━━━ Records for the exercise

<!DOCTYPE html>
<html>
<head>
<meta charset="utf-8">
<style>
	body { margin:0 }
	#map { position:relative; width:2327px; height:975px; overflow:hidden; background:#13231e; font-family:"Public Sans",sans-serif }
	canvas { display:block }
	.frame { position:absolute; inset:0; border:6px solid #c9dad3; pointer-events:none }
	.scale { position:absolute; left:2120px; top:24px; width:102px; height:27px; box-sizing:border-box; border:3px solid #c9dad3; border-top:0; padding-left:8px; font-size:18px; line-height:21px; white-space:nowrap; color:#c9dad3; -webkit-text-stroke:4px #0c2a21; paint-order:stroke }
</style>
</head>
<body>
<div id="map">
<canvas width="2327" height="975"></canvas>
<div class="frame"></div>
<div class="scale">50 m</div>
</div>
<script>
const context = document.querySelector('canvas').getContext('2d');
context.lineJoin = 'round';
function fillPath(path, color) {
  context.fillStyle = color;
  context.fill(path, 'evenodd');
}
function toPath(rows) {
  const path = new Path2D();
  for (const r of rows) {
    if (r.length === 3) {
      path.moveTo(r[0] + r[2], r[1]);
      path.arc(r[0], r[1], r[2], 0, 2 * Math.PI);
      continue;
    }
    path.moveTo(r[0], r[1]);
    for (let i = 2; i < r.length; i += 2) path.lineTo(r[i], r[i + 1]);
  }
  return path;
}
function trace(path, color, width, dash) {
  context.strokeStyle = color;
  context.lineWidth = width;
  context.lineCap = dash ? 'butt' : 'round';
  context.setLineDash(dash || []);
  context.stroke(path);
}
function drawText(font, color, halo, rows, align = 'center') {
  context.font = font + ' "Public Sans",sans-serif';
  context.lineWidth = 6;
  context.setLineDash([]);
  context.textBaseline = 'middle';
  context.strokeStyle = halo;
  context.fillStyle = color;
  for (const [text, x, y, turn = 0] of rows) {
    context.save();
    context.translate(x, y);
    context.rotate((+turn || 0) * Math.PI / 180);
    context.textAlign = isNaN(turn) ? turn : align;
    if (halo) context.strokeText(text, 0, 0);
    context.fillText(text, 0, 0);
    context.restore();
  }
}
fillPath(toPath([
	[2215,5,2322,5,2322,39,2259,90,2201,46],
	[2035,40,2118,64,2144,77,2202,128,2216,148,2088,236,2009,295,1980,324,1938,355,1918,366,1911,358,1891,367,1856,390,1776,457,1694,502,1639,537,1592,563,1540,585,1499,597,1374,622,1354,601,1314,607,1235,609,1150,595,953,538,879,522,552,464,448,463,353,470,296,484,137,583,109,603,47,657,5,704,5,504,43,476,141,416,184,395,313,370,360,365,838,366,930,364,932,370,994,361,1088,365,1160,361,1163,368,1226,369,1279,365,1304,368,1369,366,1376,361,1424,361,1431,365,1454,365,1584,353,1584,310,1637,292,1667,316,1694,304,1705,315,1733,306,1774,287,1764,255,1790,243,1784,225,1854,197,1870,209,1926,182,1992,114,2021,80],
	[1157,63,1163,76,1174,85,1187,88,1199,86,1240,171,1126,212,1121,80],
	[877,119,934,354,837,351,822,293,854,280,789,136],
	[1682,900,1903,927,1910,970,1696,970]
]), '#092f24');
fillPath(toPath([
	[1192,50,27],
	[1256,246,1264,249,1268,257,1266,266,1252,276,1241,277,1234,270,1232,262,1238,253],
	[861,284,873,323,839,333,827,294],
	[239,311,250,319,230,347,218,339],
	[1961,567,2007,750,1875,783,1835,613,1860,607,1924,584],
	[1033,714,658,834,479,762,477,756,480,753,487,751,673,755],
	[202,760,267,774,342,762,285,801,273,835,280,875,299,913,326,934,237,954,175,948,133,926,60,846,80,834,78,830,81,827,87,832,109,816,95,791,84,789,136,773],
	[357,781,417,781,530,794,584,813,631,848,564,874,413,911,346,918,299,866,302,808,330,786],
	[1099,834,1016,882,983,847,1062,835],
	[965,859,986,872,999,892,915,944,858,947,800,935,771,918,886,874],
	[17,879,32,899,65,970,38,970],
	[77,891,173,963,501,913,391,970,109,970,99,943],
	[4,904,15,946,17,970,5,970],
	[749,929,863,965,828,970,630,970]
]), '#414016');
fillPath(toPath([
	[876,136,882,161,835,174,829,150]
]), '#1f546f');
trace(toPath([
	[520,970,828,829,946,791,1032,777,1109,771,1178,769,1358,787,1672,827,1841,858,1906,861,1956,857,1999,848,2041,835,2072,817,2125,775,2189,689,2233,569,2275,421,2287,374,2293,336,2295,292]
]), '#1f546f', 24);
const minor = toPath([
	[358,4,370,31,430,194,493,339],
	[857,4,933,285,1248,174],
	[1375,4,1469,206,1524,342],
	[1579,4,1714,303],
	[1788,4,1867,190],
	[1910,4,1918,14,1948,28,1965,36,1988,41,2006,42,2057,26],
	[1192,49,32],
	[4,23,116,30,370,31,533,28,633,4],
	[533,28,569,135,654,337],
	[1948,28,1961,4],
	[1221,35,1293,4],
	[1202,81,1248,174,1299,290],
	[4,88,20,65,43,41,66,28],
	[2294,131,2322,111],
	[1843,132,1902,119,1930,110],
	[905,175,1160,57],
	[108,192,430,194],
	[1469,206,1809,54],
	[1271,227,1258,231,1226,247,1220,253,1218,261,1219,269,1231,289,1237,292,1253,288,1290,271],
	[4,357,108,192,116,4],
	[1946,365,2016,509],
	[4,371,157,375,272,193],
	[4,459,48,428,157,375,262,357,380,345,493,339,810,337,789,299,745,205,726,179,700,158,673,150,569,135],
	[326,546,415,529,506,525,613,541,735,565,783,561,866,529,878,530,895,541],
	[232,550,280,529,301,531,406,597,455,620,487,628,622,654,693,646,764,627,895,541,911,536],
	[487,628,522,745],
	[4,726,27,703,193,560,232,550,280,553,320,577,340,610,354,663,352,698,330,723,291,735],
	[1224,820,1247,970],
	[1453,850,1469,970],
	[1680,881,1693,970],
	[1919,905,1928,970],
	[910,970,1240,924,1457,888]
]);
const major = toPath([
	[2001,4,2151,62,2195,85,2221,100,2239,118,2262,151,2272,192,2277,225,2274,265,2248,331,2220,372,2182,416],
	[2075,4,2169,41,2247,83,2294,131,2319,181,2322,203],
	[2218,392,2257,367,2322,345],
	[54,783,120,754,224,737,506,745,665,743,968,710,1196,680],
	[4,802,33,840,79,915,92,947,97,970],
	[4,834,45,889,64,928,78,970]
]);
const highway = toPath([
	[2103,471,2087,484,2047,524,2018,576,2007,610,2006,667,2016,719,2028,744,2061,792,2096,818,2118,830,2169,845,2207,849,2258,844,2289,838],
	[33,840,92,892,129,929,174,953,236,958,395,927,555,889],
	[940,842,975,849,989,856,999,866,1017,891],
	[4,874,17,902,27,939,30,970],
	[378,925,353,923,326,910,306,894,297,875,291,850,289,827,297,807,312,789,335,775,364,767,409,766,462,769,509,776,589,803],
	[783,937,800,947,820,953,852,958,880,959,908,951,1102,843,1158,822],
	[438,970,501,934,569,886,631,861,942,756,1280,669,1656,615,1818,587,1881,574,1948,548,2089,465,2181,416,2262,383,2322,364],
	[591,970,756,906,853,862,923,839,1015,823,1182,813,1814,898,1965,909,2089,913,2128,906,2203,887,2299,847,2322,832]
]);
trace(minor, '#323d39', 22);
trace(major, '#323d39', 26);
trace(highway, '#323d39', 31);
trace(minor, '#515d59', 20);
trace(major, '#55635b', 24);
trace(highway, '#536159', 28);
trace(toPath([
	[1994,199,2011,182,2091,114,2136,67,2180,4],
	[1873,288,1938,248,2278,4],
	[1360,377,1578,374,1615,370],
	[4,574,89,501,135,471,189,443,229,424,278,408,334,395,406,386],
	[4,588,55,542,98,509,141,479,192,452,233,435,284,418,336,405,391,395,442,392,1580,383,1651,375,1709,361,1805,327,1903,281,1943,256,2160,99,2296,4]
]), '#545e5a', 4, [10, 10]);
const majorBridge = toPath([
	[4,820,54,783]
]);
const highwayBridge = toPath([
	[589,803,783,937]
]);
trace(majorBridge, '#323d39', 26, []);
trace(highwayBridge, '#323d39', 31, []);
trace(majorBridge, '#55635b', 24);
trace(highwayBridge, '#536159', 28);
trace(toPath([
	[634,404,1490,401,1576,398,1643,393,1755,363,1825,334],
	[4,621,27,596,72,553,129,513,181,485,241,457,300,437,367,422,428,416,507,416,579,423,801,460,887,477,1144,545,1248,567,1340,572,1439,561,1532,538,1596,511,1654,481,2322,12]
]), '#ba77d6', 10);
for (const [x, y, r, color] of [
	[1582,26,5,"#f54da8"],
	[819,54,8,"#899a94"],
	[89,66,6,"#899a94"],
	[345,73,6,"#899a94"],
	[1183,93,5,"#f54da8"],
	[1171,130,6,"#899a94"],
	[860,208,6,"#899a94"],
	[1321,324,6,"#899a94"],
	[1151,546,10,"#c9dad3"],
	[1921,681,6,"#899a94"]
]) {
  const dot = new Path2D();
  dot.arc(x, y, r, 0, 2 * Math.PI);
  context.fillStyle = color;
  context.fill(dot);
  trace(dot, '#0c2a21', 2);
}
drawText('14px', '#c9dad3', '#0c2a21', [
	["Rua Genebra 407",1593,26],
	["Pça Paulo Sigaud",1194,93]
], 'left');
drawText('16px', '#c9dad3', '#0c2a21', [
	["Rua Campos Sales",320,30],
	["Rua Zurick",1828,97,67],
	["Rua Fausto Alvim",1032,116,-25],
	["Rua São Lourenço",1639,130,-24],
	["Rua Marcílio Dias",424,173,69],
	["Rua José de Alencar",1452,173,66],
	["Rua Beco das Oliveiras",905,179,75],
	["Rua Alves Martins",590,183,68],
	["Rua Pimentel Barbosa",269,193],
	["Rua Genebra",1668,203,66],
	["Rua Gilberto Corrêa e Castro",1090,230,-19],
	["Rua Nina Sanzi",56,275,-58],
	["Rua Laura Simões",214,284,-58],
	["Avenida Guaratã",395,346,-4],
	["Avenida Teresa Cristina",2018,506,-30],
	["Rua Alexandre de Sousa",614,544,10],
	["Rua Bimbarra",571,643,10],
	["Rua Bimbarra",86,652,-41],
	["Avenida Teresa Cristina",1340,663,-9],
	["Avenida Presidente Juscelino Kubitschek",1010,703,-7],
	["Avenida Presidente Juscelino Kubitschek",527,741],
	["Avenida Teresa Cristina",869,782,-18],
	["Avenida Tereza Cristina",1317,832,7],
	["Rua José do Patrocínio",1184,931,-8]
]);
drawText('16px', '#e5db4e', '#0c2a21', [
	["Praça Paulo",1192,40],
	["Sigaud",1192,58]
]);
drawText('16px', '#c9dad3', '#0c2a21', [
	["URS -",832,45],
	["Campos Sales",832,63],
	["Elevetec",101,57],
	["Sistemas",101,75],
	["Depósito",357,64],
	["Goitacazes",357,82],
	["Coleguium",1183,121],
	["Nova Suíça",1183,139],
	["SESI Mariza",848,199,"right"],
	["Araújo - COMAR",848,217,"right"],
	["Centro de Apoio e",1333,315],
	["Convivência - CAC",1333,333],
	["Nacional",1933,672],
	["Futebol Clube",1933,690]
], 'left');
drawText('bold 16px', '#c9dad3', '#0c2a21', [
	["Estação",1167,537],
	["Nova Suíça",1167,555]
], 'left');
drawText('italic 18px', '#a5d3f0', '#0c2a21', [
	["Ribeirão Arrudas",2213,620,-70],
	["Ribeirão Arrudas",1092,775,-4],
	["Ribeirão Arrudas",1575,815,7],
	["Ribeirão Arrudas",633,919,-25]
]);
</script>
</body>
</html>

━━━━━━

In the material above, how many lines hold the word "sans"? Say only the number.

2